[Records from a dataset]
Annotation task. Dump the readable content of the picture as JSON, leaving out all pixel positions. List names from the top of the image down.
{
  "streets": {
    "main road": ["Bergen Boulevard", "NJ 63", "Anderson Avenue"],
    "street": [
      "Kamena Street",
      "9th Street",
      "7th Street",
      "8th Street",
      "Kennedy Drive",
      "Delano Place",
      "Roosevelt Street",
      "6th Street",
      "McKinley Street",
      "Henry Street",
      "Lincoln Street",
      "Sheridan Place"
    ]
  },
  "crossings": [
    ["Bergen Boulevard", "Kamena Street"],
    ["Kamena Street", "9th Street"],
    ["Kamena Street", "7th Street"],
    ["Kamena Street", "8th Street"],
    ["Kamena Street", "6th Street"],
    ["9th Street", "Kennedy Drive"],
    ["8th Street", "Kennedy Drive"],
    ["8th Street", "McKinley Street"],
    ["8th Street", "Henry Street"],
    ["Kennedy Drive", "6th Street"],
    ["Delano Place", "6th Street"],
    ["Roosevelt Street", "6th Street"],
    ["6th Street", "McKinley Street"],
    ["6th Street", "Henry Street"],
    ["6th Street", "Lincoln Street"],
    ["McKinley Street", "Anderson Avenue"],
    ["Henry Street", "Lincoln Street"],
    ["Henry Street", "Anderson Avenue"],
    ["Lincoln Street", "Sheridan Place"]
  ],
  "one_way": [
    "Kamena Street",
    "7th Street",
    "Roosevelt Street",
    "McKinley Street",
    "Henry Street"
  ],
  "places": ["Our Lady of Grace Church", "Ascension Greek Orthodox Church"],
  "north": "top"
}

EXERCISE OBJECTIVE:
Output each line of the data exactly as it stands above.

FINAL ANSWER:
Annotation task. Dump the readable content of the picture as JSON, leaving out all pixel positions. List names from the top of the image down.
{
  "streets": {
    "main road": ["Bergen Boulevard", "NJ 63", "Anderson Avenue"],
    "street": [
      "Kamena Street",
      "9th Street",
      "7th Street",
      "8th Street",
      "Kennedy Drive",
      "Delano Place",
      "Roosevelt Street",
      "6th Street",
      "McKinley Street",
      "Henry Street",
      "Lincoln Street",
      "Sheridan Place"
    ]
  },
  "crossings": [
    ["Bergen Boulevard", "Kamena Street"],
    ["Kamena Street", "9th Street"],
    ["Kamena Street", "7th Street"],
    ["Kamena Street", "8th Street"],
    ["Kamena Street", "6th Street"],
    ["9th Street", "Kennedy Drive"],
    ["8th Street", "Kennedy Drive"],
    ["8th Street", "McKinley Street"],
    ["8th Street", "Henry Street"],
    ["Kennedy Drive", "6th Street"],
    ["Delano Place", "6th Street"],
    ["Roosevelt Street", "6th Street"],
    ["6th Street", "McKinley Street"],
    ["6th Street", "Henry Street"],
    ["6th Street", "Lincoln Street"],
    ["McKinley Street", "Anderson Avenue"],
    ["Henry Street", "Lincoln Street"],
    ["Henry Street", "Anderson Avenue"],
    ["Lincoln Street", "Sheridan Place"]
  ],
  "one_way": [
    "Kamena Street",
    "7th Street",
    "Roosevelt Street",
    "McKinley Street",
    "Henry Street"
  ],
  "places": ["Our Lady of Grace Church", "Ascension Greek Orthodox Church"],
  "north": "top"
}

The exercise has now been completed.